> Exercise brief:
Below are the entries. Set down exactly the line containing "Summarize the content of the map image above" and each line after it.

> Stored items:
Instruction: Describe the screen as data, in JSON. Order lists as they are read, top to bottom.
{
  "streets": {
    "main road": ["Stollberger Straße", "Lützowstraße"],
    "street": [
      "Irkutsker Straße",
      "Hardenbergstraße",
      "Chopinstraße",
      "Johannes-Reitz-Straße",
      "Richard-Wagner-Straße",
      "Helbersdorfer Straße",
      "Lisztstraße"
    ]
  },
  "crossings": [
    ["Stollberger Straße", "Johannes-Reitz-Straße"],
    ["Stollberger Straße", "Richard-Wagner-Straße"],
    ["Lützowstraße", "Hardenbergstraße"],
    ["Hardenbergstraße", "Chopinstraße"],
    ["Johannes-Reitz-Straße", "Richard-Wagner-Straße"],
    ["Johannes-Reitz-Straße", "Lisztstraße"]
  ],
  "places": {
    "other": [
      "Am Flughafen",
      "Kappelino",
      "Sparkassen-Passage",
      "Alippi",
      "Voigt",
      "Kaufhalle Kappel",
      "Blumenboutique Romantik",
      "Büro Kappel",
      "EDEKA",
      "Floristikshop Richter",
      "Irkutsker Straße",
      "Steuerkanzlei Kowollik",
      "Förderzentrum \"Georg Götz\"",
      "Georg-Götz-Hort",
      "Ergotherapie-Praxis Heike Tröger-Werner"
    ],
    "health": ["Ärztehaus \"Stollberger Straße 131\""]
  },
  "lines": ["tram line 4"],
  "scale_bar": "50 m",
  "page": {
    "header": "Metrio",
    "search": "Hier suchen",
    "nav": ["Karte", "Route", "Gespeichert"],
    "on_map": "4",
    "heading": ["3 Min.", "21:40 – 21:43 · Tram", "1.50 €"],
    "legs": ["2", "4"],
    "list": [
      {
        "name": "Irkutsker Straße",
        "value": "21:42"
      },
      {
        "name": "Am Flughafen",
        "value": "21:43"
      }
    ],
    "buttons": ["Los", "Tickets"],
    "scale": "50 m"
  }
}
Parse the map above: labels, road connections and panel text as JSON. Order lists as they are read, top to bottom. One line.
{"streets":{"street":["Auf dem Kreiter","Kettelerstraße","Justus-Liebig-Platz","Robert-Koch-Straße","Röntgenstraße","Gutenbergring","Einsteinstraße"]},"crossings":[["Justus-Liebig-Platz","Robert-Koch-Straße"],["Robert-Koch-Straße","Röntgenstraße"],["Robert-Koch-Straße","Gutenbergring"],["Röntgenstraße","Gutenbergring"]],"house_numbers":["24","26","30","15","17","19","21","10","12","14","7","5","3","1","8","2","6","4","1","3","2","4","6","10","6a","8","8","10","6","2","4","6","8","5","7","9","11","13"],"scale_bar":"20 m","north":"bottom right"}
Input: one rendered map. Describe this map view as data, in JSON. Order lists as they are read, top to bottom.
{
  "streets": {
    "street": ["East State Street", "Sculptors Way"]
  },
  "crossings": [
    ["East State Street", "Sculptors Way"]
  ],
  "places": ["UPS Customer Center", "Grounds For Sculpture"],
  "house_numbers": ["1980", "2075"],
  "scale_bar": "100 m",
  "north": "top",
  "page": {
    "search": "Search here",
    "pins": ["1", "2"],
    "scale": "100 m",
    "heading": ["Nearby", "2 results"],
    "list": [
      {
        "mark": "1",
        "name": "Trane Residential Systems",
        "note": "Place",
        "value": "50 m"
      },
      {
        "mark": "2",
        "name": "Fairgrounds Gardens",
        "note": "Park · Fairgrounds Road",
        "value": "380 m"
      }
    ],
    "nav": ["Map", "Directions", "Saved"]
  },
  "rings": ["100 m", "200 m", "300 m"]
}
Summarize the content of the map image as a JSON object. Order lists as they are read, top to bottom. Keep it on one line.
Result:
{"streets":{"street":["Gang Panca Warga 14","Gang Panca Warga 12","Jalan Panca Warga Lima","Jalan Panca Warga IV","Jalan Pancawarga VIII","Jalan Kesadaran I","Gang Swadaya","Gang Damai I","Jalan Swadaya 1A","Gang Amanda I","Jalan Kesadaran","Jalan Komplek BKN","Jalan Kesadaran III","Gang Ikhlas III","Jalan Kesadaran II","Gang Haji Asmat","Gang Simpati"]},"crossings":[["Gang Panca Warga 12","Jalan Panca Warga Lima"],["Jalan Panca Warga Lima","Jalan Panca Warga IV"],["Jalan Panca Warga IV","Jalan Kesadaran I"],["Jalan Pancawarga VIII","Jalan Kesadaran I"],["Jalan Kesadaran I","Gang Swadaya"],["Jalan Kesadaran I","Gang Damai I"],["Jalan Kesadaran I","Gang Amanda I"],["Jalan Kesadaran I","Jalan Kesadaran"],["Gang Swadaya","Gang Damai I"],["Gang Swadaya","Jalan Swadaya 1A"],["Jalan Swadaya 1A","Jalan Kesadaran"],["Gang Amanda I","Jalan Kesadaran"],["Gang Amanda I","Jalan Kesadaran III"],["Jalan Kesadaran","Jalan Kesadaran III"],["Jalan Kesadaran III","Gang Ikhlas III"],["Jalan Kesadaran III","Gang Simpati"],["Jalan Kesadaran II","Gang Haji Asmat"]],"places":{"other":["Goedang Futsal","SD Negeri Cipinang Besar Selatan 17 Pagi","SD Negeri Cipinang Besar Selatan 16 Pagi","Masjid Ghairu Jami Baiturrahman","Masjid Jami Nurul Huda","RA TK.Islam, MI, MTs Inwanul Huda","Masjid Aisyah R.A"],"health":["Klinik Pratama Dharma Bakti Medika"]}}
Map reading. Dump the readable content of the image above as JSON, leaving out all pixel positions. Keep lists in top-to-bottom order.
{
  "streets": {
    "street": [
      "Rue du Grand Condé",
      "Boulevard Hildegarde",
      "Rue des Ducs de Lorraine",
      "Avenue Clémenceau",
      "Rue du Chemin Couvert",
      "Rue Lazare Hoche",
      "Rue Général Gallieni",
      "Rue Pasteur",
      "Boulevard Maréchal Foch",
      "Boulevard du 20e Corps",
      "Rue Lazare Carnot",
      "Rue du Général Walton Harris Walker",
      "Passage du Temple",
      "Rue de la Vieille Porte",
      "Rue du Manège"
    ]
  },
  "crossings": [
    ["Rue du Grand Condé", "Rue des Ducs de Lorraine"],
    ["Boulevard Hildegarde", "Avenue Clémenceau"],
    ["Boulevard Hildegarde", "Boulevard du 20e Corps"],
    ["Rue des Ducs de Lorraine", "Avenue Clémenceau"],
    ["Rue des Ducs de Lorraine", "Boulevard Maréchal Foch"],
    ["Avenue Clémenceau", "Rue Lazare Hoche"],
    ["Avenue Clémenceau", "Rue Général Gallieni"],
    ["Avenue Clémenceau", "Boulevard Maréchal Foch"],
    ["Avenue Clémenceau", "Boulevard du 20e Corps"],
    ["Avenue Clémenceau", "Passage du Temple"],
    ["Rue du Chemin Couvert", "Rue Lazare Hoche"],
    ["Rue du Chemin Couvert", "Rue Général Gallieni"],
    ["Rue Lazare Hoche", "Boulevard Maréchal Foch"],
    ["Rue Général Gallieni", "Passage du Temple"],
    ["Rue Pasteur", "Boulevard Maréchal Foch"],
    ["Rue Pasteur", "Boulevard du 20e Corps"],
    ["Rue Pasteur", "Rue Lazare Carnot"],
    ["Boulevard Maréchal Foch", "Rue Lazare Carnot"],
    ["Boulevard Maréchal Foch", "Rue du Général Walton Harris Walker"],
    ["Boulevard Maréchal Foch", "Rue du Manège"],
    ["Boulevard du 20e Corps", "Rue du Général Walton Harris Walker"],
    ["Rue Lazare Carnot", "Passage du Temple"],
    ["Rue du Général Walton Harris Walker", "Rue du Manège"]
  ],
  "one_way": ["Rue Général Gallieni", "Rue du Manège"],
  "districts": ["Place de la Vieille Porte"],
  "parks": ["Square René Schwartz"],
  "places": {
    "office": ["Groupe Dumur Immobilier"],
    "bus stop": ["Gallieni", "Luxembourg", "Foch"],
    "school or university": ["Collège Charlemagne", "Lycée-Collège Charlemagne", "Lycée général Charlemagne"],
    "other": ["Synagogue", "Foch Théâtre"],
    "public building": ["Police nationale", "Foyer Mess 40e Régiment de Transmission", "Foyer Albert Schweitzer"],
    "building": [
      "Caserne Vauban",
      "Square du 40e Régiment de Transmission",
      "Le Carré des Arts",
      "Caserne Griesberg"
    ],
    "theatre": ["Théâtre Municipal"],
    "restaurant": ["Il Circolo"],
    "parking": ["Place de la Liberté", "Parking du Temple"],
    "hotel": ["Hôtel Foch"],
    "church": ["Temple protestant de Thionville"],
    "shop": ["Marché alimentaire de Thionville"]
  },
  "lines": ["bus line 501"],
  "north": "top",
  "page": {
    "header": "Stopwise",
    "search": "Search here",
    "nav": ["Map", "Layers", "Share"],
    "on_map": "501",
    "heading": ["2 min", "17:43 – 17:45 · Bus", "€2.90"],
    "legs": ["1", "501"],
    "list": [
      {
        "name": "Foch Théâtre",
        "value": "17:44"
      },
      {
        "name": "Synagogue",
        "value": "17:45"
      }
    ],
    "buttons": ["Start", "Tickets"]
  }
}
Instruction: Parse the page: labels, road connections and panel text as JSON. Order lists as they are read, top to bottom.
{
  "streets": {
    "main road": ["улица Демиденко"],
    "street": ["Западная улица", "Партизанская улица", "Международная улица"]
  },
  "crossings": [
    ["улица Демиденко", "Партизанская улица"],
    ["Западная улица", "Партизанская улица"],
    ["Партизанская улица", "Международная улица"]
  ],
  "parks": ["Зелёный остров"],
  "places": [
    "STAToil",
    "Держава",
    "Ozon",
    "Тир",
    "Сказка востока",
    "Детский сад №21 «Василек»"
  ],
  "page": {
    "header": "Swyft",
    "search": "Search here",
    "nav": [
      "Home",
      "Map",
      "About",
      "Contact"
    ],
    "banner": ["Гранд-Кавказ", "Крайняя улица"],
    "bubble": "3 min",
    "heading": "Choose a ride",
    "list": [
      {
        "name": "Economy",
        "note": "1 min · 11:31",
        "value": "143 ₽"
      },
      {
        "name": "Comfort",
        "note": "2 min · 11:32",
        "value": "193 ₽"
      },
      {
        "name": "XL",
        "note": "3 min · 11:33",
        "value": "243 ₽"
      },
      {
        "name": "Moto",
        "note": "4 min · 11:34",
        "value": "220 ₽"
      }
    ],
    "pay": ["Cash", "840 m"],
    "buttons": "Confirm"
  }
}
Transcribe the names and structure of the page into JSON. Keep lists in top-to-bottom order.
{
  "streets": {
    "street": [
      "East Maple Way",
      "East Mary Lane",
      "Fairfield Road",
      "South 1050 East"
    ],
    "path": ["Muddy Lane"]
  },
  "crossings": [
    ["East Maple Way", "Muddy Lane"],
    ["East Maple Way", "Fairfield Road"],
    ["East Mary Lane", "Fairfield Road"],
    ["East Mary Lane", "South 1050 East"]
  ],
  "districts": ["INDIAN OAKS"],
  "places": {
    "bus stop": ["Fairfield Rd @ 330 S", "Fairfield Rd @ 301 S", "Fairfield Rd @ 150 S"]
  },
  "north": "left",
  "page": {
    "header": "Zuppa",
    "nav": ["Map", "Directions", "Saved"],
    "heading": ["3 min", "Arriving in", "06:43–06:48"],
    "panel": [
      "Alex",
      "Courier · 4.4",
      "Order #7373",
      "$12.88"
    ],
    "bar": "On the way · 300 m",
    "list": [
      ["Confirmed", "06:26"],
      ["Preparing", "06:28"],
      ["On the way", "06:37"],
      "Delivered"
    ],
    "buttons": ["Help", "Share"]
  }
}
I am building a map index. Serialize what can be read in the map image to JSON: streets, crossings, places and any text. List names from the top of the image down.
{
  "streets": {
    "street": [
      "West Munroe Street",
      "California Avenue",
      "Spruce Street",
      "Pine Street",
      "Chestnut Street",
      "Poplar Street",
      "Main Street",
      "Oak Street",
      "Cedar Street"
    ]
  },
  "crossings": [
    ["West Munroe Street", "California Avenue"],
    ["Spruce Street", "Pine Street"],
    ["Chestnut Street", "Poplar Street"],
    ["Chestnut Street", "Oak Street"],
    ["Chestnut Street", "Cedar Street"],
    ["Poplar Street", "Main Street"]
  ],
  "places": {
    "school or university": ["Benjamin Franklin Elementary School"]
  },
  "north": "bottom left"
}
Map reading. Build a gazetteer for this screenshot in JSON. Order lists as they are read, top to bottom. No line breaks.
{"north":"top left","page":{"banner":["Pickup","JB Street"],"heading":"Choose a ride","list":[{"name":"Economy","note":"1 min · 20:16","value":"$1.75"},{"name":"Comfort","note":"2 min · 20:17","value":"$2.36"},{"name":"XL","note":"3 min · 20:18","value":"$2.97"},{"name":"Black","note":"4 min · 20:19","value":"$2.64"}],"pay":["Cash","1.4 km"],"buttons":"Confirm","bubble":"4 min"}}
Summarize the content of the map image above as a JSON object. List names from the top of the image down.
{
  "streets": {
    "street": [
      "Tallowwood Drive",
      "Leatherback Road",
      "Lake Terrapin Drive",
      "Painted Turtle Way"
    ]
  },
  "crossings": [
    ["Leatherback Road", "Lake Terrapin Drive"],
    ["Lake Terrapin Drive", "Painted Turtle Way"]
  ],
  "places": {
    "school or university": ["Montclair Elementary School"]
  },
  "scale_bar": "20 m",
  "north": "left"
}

> Answer for this exercise:
Summarize the content of the map image above as a JSON object. List names from the top of the image down.
{
  "streets": {
    "street": [
      "Tallowwood Drive",
      "Leatherback Road",
      "Lake Terrapin Drive",
      "Painted Turtle Way"
    ]
  },
  "crossings": [
    ["Leatherback Road", "Lake Terrapin Drive"],
    ["Lake Terrapin Drive", "Painted Turtle Way"]
  ],
  "places": {
    "school or university": ["Montclair Elementary School"]
  },
  "scale_bar": "20 m",
  "north": "left"
}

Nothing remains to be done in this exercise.